Drug-specific clinical context for Aldurazyme (laronidase): the labelled indication is enzyme replacement therapy for mucopolysaccharidosis I (MPS I). The enzyme replacement therapy (ERT) mechanism shapes both the eligibility workup and the monitoring schedule. The relevant clinical-practice guideline body is MPS I International Consensus Panel and the European MPS Network at www.ncbi.nlm.nih.gov/pmc/articles/PMC2754327/. The treating physician of record makes the clinical decision; Reserve Meds is the coordination layer that clears the operational and regulatory barriers between the prescription and the delivered course.
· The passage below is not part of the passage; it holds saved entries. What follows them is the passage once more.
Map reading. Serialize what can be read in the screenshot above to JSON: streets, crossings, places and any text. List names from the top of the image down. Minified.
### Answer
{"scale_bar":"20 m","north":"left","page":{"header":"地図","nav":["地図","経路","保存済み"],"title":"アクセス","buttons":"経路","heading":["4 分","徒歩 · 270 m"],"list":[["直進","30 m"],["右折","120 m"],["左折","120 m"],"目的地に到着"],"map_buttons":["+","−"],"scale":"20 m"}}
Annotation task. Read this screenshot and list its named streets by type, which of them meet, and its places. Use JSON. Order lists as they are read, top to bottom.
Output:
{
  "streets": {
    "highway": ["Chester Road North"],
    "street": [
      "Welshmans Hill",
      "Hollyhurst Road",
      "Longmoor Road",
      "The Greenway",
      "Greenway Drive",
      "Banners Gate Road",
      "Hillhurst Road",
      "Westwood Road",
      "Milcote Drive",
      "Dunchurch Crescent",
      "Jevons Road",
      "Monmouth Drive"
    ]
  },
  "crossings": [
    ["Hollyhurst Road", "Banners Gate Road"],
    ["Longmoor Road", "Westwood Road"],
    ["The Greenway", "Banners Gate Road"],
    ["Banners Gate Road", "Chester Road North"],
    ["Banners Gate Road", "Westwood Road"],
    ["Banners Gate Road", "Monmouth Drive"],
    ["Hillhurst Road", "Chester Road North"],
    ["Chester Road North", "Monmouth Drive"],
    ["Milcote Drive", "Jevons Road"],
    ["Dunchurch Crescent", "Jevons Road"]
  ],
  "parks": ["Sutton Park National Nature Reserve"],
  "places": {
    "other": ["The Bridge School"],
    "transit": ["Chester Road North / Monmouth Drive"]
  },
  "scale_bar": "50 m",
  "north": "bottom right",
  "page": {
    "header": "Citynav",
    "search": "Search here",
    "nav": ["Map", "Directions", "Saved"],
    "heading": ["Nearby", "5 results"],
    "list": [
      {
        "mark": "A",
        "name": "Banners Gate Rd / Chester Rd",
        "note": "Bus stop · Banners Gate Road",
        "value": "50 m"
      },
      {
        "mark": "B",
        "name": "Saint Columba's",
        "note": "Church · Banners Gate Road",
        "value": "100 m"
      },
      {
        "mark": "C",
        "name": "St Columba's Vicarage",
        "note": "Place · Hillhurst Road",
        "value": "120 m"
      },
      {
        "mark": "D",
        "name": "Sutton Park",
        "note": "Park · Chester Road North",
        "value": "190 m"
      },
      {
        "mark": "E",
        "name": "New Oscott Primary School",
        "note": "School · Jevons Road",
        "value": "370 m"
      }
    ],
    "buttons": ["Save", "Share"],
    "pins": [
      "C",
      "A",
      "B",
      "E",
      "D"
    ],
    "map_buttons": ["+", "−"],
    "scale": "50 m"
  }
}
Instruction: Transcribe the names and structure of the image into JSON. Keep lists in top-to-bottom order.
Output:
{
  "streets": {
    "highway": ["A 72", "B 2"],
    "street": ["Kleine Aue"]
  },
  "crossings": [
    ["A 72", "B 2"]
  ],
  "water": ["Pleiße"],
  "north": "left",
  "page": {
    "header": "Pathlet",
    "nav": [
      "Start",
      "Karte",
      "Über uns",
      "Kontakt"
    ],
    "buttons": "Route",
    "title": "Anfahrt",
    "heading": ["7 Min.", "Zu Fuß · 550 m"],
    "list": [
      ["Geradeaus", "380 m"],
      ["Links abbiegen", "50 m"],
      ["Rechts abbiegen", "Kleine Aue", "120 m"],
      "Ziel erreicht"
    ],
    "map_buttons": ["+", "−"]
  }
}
Recent regulatory and access news for Aldurazyme (laronidase) in Saudi Arabia, 2026

The Saudi Food and Drug Authority (SFDA) portal at www.sfda.gov.sa/en and the locally registered medicines list at www.sfda.gov.sa/en/drugs-list are the authoritative source for the current Saudi Arabia listing status of Aldurazyme (laronidase); the snapshot date governs. The FDA Drug Safety Communications feed at fda.gov drug-safety-communications and the FDA Drug Shortages list at accessdata.fda.gov drugshortages are the authoritative sources for any active Aldurazyme (laronidase) safety advisory or shortage signal over the most recent 12-month window. The FDA labelled indication for Aldurazyme (laronidase) remains enzyme replacement therapy for mucopolysaccharidosis I (MPS I) (see the current FDA approval record at accessdata.fda.gov). Sanofi (originating partnership with BioMarin) continues commercial supply per the FDA-labelled indication and the EMA marketing authorisation. The MPS I International Consensus Panel and the European MPS Network guidance at www.ncbi.nlm.nih.gov/pmc/articles/PMC2754327/ remains the relevant clinical-practice reference. Reserve Meds refreshes this snapshot per case at intake; the snapshot date governs.